* TASK TO CARRY OUT: What lines in the material hold the string "number"? Copy out each of them.

* TASK INPUTS:
#####

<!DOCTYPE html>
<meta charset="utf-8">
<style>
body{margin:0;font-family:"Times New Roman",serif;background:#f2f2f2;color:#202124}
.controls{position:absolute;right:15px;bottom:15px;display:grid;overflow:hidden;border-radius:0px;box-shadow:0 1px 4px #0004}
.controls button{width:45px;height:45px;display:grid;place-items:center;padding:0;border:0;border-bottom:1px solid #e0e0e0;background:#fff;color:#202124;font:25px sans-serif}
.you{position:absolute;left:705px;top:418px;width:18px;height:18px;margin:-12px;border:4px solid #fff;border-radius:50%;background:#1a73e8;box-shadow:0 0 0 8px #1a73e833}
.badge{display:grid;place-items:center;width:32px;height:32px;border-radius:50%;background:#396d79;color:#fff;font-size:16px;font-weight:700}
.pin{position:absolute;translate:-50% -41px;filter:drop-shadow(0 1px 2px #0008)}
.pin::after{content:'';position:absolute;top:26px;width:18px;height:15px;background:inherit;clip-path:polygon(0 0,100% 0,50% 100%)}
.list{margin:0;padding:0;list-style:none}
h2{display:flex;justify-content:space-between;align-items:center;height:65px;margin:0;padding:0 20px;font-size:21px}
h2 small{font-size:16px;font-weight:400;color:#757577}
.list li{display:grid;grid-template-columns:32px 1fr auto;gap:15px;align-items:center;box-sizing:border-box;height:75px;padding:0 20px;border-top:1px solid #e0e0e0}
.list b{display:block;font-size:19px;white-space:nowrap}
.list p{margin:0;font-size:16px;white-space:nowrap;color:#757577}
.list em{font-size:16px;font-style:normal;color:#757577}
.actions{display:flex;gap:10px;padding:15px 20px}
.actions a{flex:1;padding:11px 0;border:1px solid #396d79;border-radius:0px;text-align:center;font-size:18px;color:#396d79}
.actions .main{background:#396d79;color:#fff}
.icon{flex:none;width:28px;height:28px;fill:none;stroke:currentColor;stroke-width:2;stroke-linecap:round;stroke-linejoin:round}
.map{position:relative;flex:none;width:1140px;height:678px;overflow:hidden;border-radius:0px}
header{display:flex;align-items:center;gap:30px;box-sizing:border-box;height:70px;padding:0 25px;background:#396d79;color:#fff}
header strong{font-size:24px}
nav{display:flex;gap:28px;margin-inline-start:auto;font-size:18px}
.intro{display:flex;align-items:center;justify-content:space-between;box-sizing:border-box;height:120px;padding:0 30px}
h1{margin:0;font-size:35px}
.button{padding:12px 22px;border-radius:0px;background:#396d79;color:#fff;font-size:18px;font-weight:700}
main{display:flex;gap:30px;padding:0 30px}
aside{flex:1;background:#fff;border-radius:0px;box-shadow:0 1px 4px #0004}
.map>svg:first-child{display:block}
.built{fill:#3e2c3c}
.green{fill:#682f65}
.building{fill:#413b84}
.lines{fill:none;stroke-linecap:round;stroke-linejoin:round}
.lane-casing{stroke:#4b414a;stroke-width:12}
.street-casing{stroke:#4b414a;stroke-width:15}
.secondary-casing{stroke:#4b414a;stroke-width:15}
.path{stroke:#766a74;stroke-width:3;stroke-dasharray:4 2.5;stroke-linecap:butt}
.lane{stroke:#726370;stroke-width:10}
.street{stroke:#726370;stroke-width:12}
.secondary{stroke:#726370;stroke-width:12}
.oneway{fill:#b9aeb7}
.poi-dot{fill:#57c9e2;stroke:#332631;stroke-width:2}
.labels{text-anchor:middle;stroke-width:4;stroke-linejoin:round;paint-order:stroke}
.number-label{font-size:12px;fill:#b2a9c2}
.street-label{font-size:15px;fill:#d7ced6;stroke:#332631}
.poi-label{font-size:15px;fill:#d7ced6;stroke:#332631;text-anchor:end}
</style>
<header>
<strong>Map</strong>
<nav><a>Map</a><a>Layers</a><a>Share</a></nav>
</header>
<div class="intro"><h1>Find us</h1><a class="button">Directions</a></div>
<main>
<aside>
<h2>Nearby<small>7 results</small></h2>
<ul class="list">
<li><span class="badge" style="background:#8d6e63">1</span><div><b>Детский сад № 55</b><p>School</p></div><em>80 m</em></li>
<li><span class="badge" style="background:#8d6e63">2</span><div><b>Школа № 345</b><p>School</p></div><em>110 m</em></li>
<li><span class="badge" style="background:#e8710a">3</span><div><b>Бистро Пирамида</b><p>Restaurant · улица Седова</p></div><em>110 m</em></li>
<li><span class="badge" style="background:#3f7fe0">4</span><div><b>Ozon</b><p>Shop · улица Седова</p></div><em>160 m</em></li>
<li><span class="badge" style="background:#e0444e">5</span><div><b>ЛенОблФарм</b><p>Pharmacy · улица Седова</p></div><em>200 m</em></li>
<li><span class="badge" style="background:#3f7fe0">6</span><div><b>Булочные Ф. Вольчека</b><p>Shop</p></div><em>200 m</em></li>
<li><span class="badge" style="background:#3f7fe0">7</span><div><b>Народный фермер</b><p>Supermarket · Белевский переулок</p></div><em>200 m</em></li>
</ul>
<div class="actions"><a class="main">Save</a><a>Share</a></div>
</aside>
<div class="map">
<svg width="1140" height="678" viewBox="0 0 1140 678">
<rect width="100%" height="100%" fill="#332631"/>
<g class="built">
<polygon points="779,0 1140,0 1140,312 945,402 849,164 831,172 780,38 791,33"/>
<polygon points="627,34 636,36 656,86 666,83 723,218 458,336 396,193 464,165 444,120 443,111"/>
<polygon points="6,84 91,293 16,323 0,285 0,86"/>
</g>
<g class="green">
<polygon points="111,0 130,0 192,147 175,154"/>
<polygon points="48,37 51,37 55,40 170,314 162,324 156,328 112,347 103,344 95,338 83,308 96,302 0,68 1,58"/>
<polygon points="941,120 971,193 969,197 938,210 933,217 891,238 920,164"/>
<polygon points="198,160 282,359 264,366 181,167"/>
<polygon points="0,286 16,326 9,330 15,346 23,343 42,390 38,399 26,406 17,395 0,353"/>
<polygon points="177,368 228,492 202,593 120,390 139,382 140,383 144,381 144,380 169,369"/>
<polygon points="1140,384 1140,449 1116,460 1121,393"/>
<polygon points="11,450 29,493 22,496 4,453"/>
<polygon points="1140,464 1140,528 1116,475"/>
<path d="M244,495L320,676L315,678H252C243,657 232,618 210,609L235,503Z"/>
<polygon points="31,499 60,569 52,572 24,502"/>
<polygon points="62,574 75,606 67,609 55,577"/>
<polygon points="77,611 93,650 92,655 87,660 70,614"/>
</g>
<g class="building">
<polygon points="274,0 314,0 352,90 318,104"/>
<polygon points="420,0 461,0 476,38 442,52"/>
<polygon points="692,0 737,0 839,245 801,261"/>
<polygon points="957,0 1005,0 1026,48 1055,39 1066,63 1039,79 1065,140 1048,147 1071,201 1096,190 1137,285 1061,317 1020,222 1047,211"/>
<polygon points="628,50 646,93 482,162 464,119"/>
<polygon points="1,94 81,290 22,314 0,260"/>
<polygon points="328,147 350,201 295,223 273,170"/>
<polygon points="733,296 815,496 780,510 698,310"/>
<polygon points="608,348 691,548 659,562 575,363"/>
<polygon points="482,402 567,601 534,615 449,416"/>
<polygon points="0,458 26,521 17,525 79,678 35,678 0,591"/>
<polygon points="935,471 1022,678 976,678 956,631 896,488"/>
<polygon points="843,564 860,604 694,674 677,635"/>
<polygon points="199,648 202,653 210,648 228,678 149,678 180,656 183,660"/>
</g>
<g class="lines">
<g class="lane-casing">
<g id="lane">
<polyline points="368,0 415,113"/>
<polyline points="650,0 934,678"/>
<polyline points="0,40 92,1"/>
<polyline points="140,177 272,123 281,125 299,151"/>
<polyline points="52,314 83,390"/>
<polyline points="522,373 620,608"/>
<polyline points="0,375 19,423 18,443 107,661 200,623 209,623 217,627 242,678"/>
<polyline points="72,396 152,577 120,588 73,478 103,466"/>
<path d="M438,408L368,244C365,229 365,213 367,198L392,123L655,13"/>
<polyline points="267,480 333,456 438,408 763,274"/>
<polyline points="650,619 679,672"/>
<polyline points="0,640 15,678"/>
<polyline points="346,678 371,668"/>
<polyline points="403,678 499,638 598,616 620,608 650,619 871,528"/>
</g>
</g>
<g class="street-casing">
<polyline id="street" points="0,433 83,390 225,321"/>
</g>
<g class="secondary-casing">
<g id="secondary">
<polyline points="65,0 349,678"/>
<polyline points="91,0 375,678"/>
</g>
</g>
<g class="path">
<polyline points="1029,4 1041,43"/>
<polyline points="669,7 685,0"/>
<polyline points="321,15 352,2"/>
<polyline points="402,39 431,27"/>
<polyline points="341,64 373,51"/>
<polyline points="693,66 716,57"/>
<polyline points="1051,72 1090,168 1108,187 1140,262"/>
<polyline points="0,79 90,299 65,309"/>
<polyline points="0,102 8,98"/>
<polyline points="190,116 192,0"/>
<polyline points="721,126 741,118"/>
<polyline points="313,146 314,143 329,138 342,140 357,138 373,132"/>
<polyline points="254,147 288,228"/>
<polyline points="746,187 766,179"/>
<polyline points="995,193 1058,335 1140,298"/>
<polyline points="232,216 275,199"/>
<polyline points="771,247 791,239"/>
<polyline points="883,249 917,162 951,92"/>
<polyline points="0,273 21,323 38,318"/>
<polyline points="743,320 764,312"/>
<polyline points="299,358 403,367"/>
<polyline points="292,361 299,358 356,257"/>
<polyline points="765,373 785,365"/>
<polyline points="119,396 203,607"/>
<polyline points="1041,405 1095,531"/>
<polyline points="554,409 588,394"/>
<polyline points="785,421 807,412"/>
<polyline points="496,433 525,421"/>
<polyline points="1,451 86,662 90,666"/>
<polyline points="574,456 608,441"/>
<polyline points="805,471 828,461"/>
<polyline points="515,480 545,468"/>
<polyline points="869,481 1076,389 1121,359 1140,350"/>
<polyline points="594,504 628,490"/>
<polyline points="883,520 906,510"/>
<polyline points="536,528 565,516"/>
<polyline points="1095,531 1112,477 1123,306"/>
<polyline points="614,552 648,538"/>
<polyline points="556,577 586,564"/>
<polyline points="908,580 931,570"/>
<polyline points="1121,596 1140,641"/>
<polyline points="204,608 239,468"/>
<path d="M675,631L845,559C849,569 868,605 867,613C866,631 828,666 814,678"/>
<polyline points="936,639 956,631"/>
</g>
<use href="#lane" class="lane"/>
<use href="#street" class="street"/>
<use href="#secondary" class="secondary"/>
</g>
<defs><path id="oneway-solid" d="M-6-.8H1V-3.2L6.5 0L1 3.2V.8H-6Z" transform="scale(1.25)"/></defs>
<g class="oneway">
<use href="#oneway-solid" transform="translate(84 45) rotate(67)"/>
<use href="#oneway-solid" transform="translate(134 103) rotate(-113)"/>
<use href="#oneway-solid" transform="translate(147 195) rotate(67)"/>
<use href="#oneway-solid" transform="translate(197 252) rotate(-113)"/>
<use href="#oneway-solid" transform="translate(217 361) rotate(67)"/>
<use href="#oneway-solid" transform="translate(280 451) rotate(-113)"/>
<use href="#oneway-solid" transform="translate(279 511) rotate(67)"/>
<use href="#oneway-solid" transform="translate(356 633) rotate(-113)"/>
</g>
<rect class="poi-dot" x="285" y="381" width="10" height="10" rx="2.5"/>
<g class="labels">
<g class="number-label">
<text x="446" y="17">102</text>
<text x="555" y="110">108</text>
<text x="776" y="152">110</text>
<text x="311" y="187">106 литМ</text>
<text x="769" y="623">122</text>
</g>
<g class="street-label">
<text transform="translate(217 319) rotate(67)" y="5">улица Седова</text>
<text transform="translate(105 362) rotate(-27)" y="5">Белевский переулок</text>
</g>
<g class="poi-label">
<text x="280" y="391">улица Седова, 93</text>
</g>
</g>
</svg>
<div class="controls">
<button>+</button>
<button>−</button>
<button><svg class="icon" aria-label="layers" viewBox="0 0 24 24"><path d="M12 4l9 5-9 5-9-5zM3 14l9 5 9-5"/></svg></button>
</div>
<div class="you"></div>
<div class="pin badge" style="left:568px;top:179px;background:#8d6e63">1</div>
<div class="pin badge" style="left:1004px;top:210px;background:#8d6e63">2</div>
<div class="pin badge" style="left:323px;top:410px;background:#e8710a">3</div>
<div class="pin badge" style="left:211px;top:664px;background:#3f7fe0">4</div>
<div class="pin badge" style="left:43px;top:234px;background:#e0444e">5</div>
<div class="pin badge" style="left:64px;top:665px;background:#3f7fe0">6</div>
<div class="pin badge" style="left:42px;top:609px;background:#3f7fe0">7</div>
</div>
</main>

#####

* EXERCISE ANSWER:
.number-label{font-size:12px;fill:#b2a9c2}
<g class="number-label">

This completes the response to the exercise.